Parts of this one hit me hard.
I’ve lost multiple high school classmates to drugs/opioids. It’s painful. I don’t even really have the words to express some of the sorrow I’ve felt over lives lost. I never looked at my old neighborhood as a place to escape. I was happy there growing up. But times change.
At the heart of the book, this is a story of two sisters who take divergent paths. Those kinds of tales usually aren’t my thing, writers often rely too much on juxtaposition. But this isn’t that kind of tale. Liz Moore tells it all through the first person perspective of Mickey, the cop sister who “did everything right.” Though she may not have because her family ignores her and her addict sister hates her. She has no one besides her son.

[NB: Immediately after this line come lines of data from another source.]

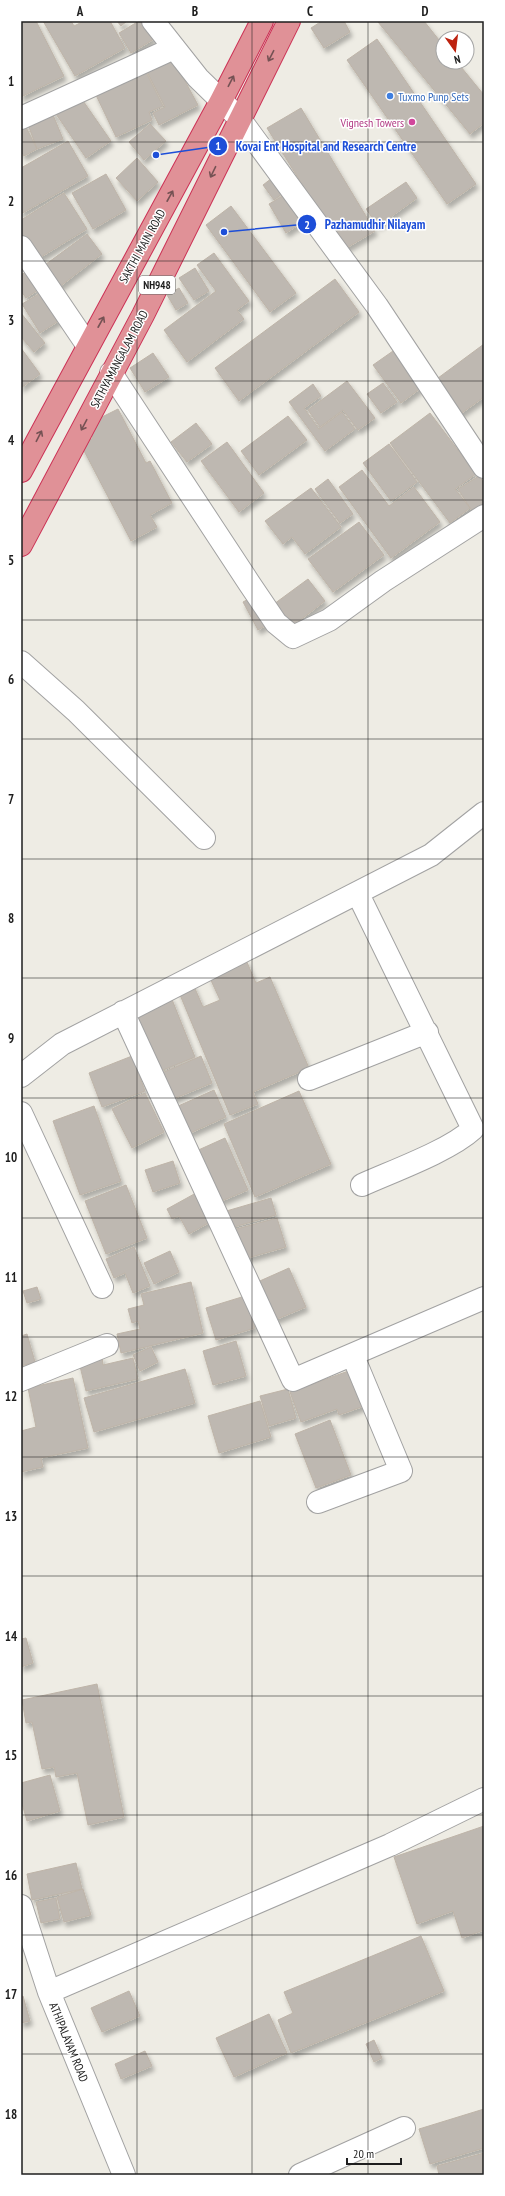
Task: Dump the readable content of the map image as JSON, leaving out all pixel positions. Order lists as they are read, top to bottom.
{
  "streets": {
    "highway": ["SAKTHI MAIN ROAD", "NH948", "SATHYAMANGALAM ROAD"],
    "street": ["ATHIPALAYAM ROAD"]
  },
  "one_way": ["SAKTHI MAIN ROAD", "SATHYAMANGALAM ROAD"],
  "places": [
    "Tuxmo Punp Sets",
    "Vignesh Towers",
    "Kovai Ent Hospital and Research Centre",
    "Pazhamudhir Nilayam"
  ],
  "scale_bar": "20 m",
  "north": "bottom",
  "grid": {
    "columns": [
      "A",
      "B",
      "C",
      "D"
    ],
    "rows": [
      "1",
      "2",
      "3",
      "4",
      "5",
      "6",
      "7",
      "8",
      "9",
      "10",
      "11",
      "12",
      "13",
      "14",
      "15",
      "16",
      "17",
      "18"
    ]
  }
}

But it’s more than that. Moore pulls back the story to reveal how much our environments impact us whether we want them to or not. Kensington, a former working class neighborhood gone to seed, is practically a character in the story, a place no one can really escape even if they get out. Moore doesn’t condescend the neighborhood, rather she gives it a distinct life. It imbues the story with some much needed ethos.
Thus, by building the neighborhood and having the characters branch out from it, the story can really hum. Everything feels consequential in both past and present exchanges. I was busy most of the week but I used every free moment I could to finish this.
Not all of it works; it falls just shy of greatness. Parts of the plot are stagnant. The quote-free format can frustrate. I don’t think the story needed the twist.
But still, this is a great book. Definitely one of the best I read this year.